Rahatsızca güldüm. Sanırım insanların bana böyle seslenmesinden hoşlanmadığımı anlamıyor, özellikle onun seslenmesinden.

"Tamam, hadi başlayalım." Defterini çıkardı ve yazmaya başladı. Ama sadece o yazmıyordu ve sadece ona fikirlerimi söyleyip yazdırmıyordum; ikimiz de fikirlerimizi paylaşıyor ve birlikte yazıyorduk. Dürüst olmak gerekirse birlikte çok iyi çalıştık ve projeyi daha eğlenceli bir hale getirmeyi de başardı. Sayfanın yarısına geldiğimizde buradan benim devam etmemi önerdi çünkü benim el yazımın daha güzel olduğu konusunda ısrarcıydı. İki saat boyunca durmadan çalıştık ve gerçekten de verimli geçti. İşbirliği yapıyordu ve şu ana kadarki en iyi proje partneri olacağını söylerken de yalan söylemiyordu.

*****

Ertesi gün kütüphaneye Calum'dan önce gitmeye çalıştım. Neden bir anda bunu yarışa çevirmek istediğimi bilmiyordum, bugün biraz oyunbaz hissediyordum. Köşeyi döndüm ve kütüphaneye ilerledim. Gözlerim koridorun diğer tarafındaki Calum'un gözleriyle buluştu. Hemen adımlarımı hızlandırdım. Yüzüne bir gülümseme yerleşti ve o da beni taklit edip hızını arttırdı. İkimiz de aynı anda kütüphanenin kapısına ulaştık. Benden sadece santimlerce uzak olan yüzüne baktım, heyecanlanıyordum. Bana bakarken suratındaki gülümseme büyüdü.

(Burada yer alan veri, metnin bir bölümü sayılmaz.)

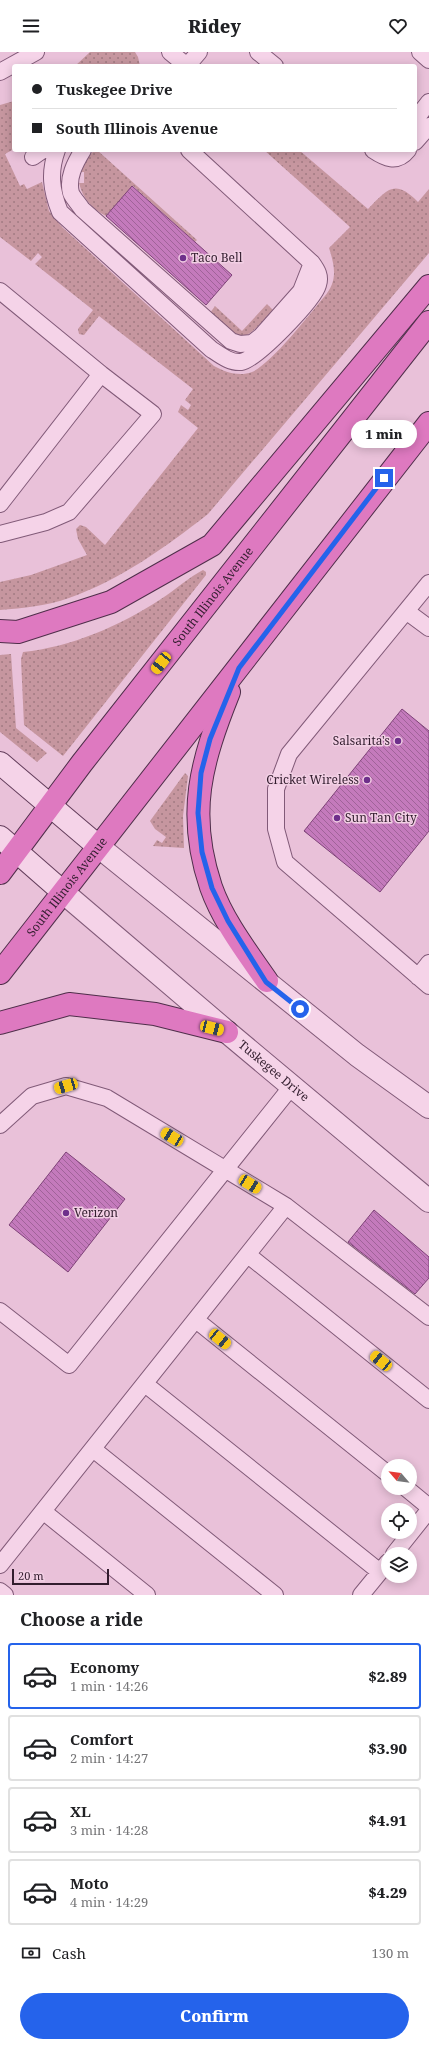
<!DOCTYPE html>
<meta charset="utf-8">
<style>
:root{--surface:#fff;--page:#f2f2f2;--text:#202124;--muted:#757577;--line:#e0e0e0;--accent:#2563eb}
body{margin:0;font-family:"Noto Serif",serif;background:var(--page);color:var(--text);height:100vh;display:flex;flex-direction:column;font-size:15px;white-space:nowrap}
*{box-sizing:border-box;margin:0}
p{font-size:13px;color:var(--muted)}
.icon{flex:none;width:22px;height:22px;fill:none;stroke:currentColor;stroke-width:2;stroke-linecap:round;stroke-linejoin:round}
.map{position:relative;height:1543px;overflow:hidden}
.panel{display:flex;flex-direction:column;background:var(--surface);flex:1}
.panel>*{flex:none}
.guide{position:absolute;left:12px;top:12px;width:405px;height:88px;border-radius:4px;box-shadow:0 2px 10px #0003;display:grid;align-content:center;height:88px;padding:0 20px;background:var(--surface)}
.needle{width:26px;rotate:298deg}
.controls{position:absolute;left:381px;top:1407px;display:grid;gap:8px}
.controls a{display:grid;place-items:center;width:36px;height:36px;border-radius:50%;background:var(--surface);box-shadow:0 2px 10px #0003;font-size:20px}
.scale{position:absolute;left:12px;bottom:10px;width:97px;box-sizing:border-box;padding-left:4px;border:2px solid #321d2e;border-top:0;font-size:11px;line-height:14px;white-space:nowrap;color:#321d2e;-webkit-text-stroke:3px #f2cfe4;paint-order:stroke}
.end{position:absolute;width:18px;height:18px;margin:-9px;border:5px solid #2563eb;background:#fff;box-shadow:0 0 0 2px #fff}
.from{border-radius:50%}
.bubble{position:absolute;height:28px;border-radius:14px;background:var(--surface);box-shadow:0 2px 10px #0003;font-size:13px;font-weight:800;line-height:28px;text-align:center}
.car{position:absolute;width:12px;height:24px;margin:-12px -6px;border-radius:5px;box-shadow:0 0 3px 1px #0007;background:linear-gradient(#f5c518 24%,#345 0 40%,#f5c518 0 76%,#345 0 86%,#f5c518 0)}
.guide b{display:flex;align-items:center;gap:14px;height:38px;font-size:15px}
.guide b+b{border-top:1px solid var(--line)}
.guide i{width:10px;height:10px;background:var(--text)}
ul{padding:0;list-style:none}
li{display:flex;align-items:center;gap:12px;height:66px;margin:0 8px 6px;padding:0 12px;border:2px solid var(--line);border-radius:4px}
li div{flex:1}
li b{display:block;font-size:15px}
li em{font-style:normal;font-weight:800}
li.active{border-color:var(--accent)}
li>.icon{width:36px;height:36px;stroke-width:1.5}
h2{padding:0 20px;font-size:18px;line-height:48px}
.pay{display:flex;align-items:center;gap:10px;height:44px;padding:0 20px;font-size:15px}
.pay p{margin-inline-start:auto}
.cta{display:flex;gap:8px;margin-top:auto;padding:8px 20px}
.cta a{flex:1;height:46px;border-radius:24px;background:var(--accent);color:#fff;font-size:16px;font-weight:800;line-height:46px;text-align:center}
header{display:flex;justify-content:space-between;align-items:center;height:52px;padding:0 20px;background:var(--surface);font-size:18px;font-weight:800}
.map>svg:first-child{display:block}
</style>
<header><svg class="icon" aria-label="menu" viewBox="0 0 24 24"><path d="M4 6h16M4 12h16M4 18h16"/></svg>Ridey<svg class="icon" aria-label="heart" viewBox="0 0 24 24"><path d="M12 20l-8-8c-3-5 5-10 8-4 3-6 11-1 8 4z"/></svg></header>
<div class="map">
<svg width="429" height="1543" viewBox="0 0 429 1543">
<defs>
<pattern id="grass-dots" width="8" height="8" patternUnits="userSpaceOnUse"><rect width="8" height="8" fill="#c6969f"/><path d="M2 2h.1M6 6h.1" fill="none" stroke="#a17a82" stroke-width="1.8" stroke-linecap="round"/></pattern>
<pattern id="building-back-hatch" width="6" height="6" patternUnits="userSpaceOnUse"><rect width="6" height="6" fill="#c47abc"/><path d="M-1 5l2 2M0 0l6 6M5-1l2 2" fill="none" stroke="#a06399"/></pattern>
</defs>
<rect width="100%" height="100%" fill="#e9c1d9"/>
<path fill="url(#grass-dots)" d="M 90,0 L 135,0 L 138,5 L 140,14 L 75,14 Z
M 14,49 L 14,97 L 5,102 L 20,134 L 24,132 L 27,137 L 42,130 L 49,159 L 62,175 L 214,314 C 225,320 239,325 252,320 C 271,312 309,263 324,245 C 338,229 335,215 329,196 L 350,175 L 264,98 L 299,98 L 368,157 C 387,138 394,126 418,150 L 429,137 L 429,201 L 208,462 C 166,495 120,528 69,546 C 47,554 23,556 0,558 L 0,530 L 31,523 L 87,503 L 78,487 L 76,477 L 80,473 L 86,475 L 105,493 L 198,376 L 178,360 L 181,353 L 188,358 L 191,353 L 185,348 L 193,337 L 99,264 L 84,283 L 79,282 L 78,277 L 93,258 L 35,212 L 42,205 L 38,201 L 31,209 L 0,185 L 0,53 Z
M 95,98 L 97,98 L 197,188 L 195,190 L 133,134 L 106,164 C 92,157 83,147 79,131 L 84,131 L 84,120 L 80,120 L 86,106 Z
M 267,252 L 273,258 C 241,293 245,291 210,261 L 215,254 L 242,279 Z
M 203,518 L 206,520 L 206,523 L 63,704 L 24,673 L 21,607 L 23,600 C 71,595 120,574 161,547 C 175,538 189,525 203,518 Z
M 11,602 L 16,676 L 47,701 L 37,710 L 0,680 L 0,603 Z
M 185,721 L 188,724 L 183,764 L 184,796 L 153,794 L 157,788 L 162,791 L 166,785 L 155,777 L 150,769 Z"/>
<path fill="url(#building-back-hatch)" stroke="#7e4278" d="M 132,134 L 232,223 L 206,253 L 106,164 Z
M 402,657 L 429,679 L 429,779 L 380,840 L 304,779 Z
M 66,1100 L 125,1147 L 68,1220 L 9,1173 Z
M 374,1158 L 429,1205 L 429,1226 L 415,1242 L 348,1190 Z"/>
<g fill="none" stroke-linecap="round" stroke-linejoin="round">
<defs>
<path id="service" d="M 170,0 L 187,14
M 258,0 L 275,14
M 420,0 L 429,8
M 187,14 L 199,0
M 0,20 L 36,0
M 415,68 L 429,50
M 415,90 L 429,74
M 57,98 C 49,120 51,138 60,160 L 211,297 C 220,303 230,311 241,310 C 256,308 314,248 318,233 C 321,224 317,218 312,211 L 189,98
M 83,98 C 75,111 67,126 71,141 C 73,146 79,152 82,157 L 231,289 L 240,292 L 252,291 L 261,284 L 301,239 L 312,211
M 373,98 C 385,106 397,112 408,98
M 33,105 L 43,98
M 0,239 L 101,322 L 0,452
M 0,482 L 46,470 L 69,460 L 153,362 L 101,322
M 429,531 L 289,702 L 276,737 L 276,777 L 285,810 L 429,934
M 406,559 L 429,576
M 418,925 L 429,911
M 0,1073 L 32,1044 L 66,1034 L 107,1046 L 286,1154 L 429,1265
M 248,1203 L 429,1348
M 0,1259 L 69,1313 L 292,1034
M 196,1268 L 388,1422
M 145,1332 L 380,1520
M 93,1397 L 275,1543
M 406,1436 L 429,1455
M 44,1460 L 147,1543
M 394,1502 L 429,1458
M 0,1513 L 286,1154
M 0,1539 L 5,1543
M 361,1543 L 388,1510"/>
<g id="tertiary">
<path d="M 99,795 L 357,1003 L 429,1055"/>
<path id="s1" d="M 64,841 L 227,980 L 429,1149"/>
</g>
<path id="secondary" d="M 0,711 L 99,795
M 0,785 L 64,841"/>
<g id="trunk">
<path d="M 0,579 L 18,580 L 111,550 L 212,493 L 429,234"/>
<path d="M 229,640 C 201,710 186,761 211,835 C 223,869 247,900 267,929"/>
<path id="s2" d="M 0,821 L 82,711 L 429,270"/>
<path id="s3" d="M 0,921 L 429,371"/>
<path d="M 0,971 L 69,952 L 155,962 L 227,980"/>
</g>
</defs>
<use href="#service" stroke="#815a78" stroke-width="18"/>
<use href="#tertiary" stroke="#815a78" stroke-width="24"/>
<use href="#secondary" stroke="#633d5b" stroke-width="24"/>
<use href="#trunk" stroke="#4f2e4a" stroke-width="24"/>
<use href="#service" stroke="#f5d3e8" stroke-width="16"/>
<use href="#tertiary" stroke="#f5d3e8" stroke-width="22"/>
<use href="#secondary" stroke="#f5d3e8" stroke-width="22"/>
<use href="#trunk" stroke="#de79c0" stroke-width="22"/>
</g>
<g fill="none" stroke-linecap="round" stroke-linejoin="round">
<path stroke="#2563eb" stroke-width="5" d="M 300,957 L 266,930 L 228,869 L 212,836 L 202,800 L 198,761 L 201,721 L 210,687 L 239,616 L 384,426"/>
</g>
<g fill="#6e2f8b" stroke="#f2cfe4" stroke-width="1.5">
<circle cx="183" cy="206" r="4"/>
<circle cx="398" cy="689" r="4"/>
<circle cx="367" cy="728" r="4"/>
<circle cx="337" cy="766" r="4"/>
<circle cx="66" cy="1161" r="4"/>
</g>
<g text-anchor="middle" stroke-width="3" stroke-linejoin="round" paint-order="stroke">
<g font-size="12" fill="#321d2e" stroke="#f2cfe4" text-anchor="start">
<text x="191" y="210">Taco Bell</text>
<text x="390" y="693" text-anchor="end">Salsarita's</text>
<text x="359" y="732" text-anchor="end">Cricket Wireless</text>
<text x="345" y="770">Sun Tan City</text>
<text x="74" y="1165">Verizon</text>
</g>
<g font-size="12" fill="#321d2e" stroke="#f2cfe4">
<text dy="4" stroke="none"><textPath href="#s2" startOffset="349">South Illinois Avenue</textPath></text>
<text dy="4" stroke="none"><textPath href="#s3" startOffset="109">South Illinois Avenue</textPath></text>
<text dy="4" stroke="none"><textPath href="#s1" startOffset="275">Tuskegee Drive</textPath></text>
</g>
</g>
</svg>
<div class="controls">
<a><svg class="needle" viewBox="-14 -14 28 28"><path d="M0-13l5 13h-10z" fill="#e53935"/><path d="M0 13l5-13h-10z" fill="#757577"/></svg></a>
<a><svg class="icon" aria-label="locate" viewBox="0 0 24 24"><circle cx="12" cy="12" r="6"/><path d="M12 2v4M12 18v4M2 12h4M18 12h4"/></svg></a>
<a><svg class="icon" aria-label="layers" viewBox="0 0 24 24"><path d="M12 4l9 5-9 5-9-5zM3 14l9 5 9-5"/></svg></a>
</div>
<div class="scale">20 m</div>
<i class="end from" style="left:300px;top:957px"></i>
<i class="end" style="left:384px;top:426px"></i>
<div class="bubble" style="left:351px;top:368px;width:66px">1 min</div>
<i class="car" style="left:161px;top:611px;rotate:218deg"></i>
<i class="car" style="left:212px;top:976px;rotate:104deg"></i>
<i class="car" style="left:66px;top:1034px;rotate:254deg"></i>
<i class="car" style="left:172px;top:1085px;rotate:301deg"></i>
<i class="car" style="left:250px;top:1132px;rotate:122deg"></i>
<i class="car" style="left:220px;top:1287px;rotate:129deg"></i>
<i class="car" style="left:381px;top:1309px;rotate:309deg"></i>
<div class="guide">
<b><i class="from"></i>Tuskegee Drive</b>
<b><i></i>South Illinois Avenue</b>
</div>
</div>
<section class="panel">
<h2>Choose a ride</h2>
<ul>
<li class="active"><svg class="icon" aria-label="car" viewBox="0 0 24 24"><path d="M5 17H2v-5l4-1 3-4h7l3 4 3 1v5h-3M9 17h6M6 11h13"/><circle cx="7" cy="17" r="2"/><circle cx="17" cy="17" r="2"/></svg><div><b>Economy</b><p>1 min · 14:26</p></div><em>$2.89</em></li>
<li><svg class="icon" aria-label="car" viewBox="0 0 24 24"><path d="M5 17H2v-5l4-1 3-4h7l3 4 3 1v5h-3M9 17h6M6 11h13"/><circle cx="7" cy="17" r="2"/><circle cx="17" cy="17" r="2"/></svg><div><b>Comfort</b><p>2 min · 14:27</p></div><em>$3.90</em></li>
<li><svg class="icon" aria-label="car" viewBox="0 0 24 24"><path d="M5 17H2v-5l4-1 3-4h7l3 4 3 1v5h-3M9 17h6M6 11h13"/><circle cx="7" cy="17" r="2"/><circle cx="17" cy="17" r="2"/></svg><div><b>XL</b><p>3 min · 14:28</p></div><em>$4.91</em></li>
<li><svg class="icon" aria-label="car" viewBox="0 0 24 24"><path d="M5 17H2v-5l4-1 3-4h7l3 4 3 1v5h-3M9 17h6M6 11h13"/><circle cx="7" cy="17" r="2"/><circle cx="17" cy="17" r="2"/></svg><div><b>Moto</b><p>4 min · 14:29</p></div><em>$4.29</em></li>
</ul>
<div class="pay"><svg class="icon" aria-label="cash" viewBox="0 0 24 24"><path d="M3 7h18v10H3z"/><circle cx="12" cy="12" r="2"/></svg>Cash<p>130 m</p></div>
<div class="cta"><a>Confirm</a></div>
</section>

"Buraya benden önce geleceğini söylediğini sanıyordum." dedim yavaşça yutkunurken, yüzü benimkine hiç bu kadar yakın olmamıştı. 

"Geldim de." dedi kütüphaneye adım atarken, arkasına dönüp bana dilini çıkardı. Gülerek onu dün oturduğumuz masaya doğru takip ettim. Defterini çıkardı ve bana uzattı. Gözlerim mavi kalemle yazılmış başlığa gitti: Cal ve Val'ın hikayesi. Gülümsemem büyüdü, şu an kızardığıma emindim. Ama bu uzun sürmedi çünkü 'Val'ın'ın altına parantez içinde 'Victor' yazdığını fark ettim. İki haftadan fazla olmuştu, neden hala bana böyle diyordu? Sorma isteğini görmezden geldim ve yazmaya başladım. Bugün de en az dünkü kadar verimli çalıştık ve saat 5 olmadan birkaç dakika önce hikayeyi bitirdik. 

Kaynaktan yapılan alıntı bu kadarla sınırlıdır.